Saleh has been an ally of the United States and Saudi Arabia by keeping at bay a Yemen-based resurgent wing of Al-Qaeda in a country that is close to collapse, with rebels in the north, secessionists in the south and grinding poverty everywhere.
More than 80 people have been killed since protests started in January, inspired by popular revolts in Tunisia and Egypt, to demand the departure of Saleh, a serial political survivor of civil war as well as separatist, rebel and militant attacks.
On Sunday, Al Arabiya television said six soldiers were killed in an ambush by Al-Qaeda insurgents in the south of the country.
Opposition parties have been talking with Saleh about a transition but have so far rebuffed any of his concessions.
"We still have a very big gap," said Yassin Noman, the rotating head of Yemen’s opposition coalition. "I think he is maneuvering."
Western countries are concerned that Yemen-based Al-Qaeda in the Arabian Peninsula (AQAP) could take advantage of any power vacuum arising from a rocky transition if Saleh steps down.
AQAP claimed responsibility for the foiled attempt in late 2009 to blow up a jetliner bound for Detroit and for US-bound cargo bombs sent in October 2010.
Trading ties
The concessions offered by Saleh have included a promise to step down in 2013 when his term ends, and most recently his proposal to transfer power after the drafting of a new constitution and parliamentary and presidential elections by the end of the year.
The tide appeared to turn against Saleh after March 18 when plainclothes snipers loyal to the president fired into an anti-government crowd, killing 52 people.
The violence led to defections including military commanders such as General Ali Mohsen, ambassadors, lawmakers, provincial governors and tribal leaders, some from his own tribe.
Saleh said the defections were mainly by Islamists and that some had returned to his side.

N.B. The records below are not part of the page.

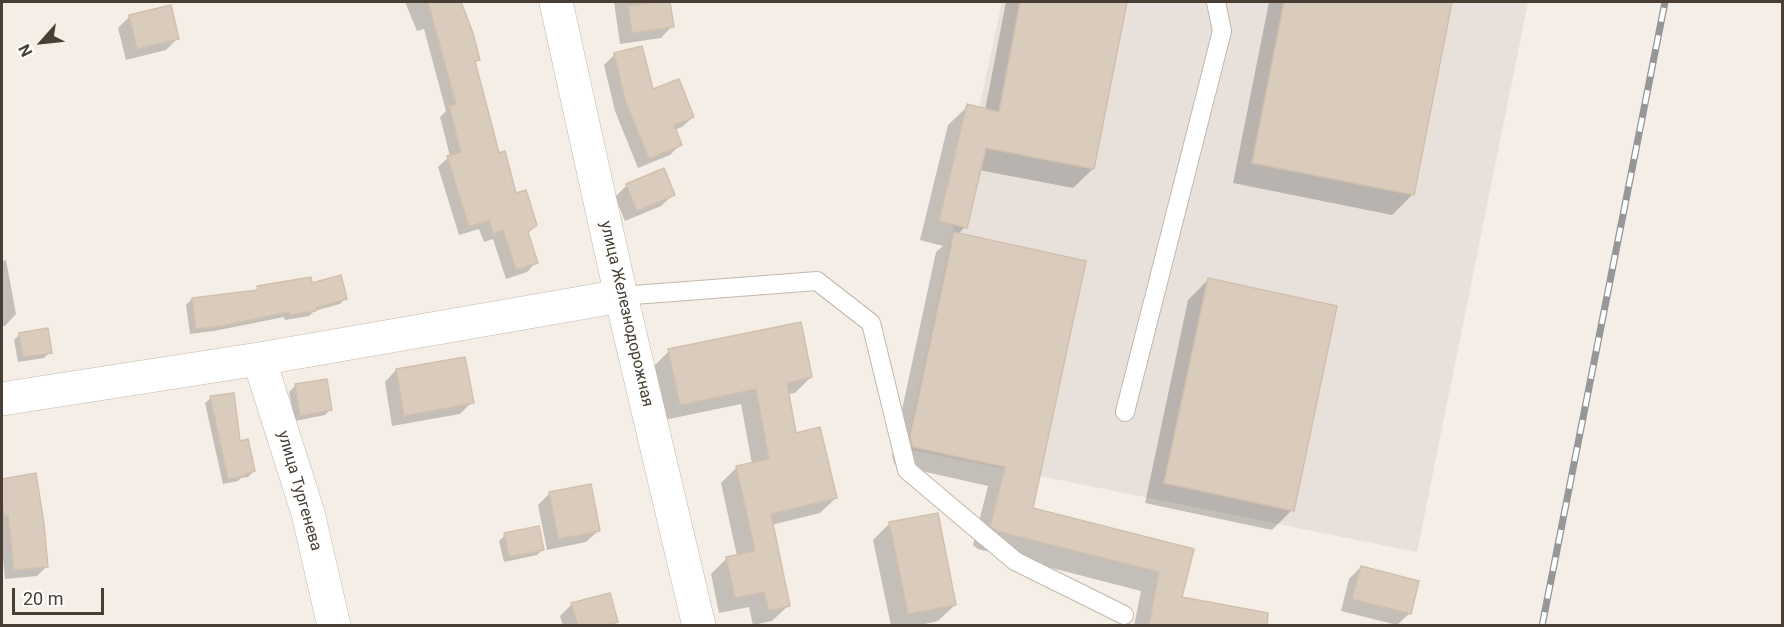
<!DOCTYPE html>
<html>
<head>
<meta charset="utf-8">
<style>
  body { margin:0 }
  #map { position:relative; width:1784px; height:627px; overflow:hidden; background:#f4eee6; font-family:Roboto,sans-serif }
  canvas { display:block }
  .frame { position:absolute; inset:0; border:3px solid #483e34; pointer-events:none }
  .north { position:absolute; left:12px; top:12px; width:60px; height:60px; -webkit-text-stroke:4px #fff; paint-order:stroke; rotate:243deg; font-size:16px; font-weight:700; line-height:24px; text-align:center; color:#483e34 }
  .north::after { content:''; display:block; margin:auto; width:21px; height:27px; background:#483e34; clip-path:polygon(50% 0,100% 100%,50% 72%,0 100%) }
  .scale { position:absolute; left:12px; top:588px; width:92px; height:27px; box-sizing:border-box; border:3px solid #483e34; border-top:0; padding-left:8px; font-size:18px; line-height:21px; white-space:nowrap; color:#483e34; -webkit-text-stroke:4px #fff; paint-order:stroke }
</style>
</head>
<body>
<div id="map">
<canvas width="1784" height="627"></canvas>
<div class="frame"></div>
<div class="north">N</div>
<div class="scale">20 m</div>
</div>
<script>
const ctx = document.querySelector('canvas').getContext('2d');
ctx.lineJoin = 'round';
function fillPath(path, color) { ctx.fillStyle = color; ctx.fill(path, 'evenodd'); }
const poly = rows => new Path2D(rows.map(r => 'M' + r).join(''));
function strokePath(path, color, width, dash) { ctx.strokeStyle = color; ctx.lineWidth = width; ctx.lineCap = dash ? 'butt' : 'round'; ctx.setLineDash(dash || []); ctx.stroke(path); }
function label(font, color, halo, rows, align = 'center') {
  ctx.font = font + ' Roboto,sans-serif'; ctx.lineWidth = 4.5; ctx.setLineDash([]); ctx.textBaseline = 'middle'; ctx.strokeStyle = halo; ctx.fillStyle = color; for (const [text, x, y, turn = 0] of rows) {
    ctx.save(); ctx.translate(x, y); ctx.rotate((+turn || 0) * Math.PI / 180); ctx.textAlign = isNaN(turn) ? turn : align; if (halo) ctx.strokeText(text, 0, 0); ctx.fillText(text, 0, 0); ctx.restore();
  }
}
fillPath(poly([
  [1002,2,1528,2,1417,552,906,449]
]), '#e7e0db');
fillPath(poly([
  [405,2,460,2,479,59,474,64,498,154,515,195,536,225,527,234,536,262,527,272,506,279,493,239,484,242,479,229,459,235,438,167,450,156,440,117,446,111,424,29,417,31],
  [614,2,649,2,650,4,669,2,672,26,661,38,620,44],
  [1006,2,1125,2,1093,169,1073,188,979,170,965,227,958,234,1031,509,1192,550,1180,598,1260,626,1134,626,1141,591,978,549,973,545,988,486,895,465,892,456,936,252,943,246,920,240,948,125,968,106,985,110],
  [1269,2,1451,2,1413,194,1392,215,1233,183],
  [130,16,177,39,166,50,126,60,118,28],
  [615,54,652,91,693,117,682,127,674,130,680,145,670,155,638,168,615,111,604,65],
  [627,185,673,195,661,206,625,221,615,197],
  [6,260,16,314,5,326,2,326,2,261],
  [1208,280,1292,510,1272,530,1145,503,1188,300],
  [310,285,346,298,340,304,314,311,309,316,285,320,284,317,214,331,190,334,186,305,192,299,254,292,258,288],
  [20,334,50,352,44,358,18,362,14,340],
  [669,351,811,377,795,393,788,394,795,434,836,498,820,513,771,525,788,606,772,621,753,625,749,607,719,613,711,574,727,558,737,556,721,483,736,468,752,464,741,404,664,420,654,366],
  [396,370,472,402,460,414,392,426,385,382],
  [326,380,331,409,325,415,295,421,289,392,295,386],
  [211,398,239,443,254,471,248,477,241,478,238,481,223,484,205,403],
  [34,475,47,566,37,576,5,579,2,547,2,480],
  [550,493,598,531,586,542,547,550,538,505],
  [890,523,955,605,938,621,916,626,891,626,873,540],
  [505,535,543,549,537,555,504,562,499,541],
  [1361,567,1417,582,1409,614,1397,625,1341,611,1349,579],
  [572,604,616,621,612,626,563,626,560,616]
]), '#0003');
const building = poly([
  [428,2,461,2,473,33,480,60,475,61,499,153,505,151,516,193,526,190,537,225,528,232,538,263,516,270,503,230,493,234,489,220,469,227,447,156,461,152,449,106,456,104,428,2],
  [655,2,670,2,674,27,632,33,628,6,655,2],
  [1020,2,1127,2,1094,169,986,148,967,228,939,221,967,104,999,112,1020,2],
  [1284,2,1452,2,1414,195,1252,163,1284,2],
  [171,5,179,39,137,49,129,15,171,5],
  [642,46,653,89,679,79,694,117,674,125,682,145,649,159,625,100,614,53,642,46],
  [664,168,675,195,637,211,626,184,664,168],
  [954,232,1086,261,1033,508,1194,549,1182,597,1268,613,1267,626,1149,626,1159,572,997,531,990,526,1005,467,913,447,910,437,954,232],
  [341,275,347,299,316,308,316,311,290,315,289,312,221,326,196,329,192,298,258,290,257,286,311,277,312,283,341,275],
  [1208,278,1337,306,1294,511,1164,483,1208,278],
  [801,322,812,377,787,383,796,433,820,427,837,498,771,514,790,606,769,611,764,592,735,598,726,557,755,551,736,466,769,459,756,389,680,405,668,349,801,322],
  [48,328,52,353,23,357,19,333,48,328],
  [465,357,474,403,404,416,396,369,465,357],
  [327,379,332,410,300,416,295,384,327,379],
  [234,393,240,441,248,439,255,471,245,474,245,476,228,479,210,396,234,393],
  [36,473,44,524,48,567,14,570,8,515,4,516,2,502,2,479,36,473],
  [591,484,600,531,558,539,549,492,591,484],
  [938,513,956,605,908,614,889,522,938,513],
  [539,526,544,550,509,557,504,533,539,526],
  [1361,566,1419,581,1411,614,1352,599,1361,566],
  [610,593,618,622,605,626,578,626,571,603,610,593]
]);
fillPath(building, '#daccbd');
strokePath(building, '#d2c0ad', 1.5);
const lane = poly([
  [621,296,817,281,871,323,907,470,1015,561,1124,615],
  [1125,412,1222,31,1216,2]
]);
const street = poly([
  [556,2,621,296,699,626],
  [259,359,308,513,334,626],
  [2,399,259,359,621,296]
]);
strokePath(lane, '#c4b8ab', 20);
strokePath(street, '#c4b8ab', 34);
strokePath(lane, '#fff', 18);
strokePath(street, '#fff', 33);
const rail = poly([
  [1542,626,1665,2]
]);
strokePath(rail, '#969696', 7);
strokePath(rail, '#fff', 4.5, [14]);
label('16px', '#483e34', '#fff', [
  ["улица Железнодорожная",626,314,77],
  ["улица Тургенева",299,491,74]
]);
</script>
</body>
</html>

He said Mohsen had been acting emotionally because of Friday’s bloodshed but that security forces were not behind the deaths.
A source close to Mohsen, who has thrown his weight behind protesters, said he and Saleh had weighed a deal in which both would leave the country, taking their sons and relatives with them to pave the way for a civilian transitional government.
"I’m not looking for a home in Jeddah or Paris," Saleh said on Saturday, vowing to stay in Yemen.
Yemen, a country of 23 million with an acute water shortage and dwindling oil reserves, is widely viewed as the next country in the region to see a change in leadership.
A revolt in Bahrain has been quieted by an army show of force on the streets after a state of emergency was declared. Syria has erupted with protests in recent days.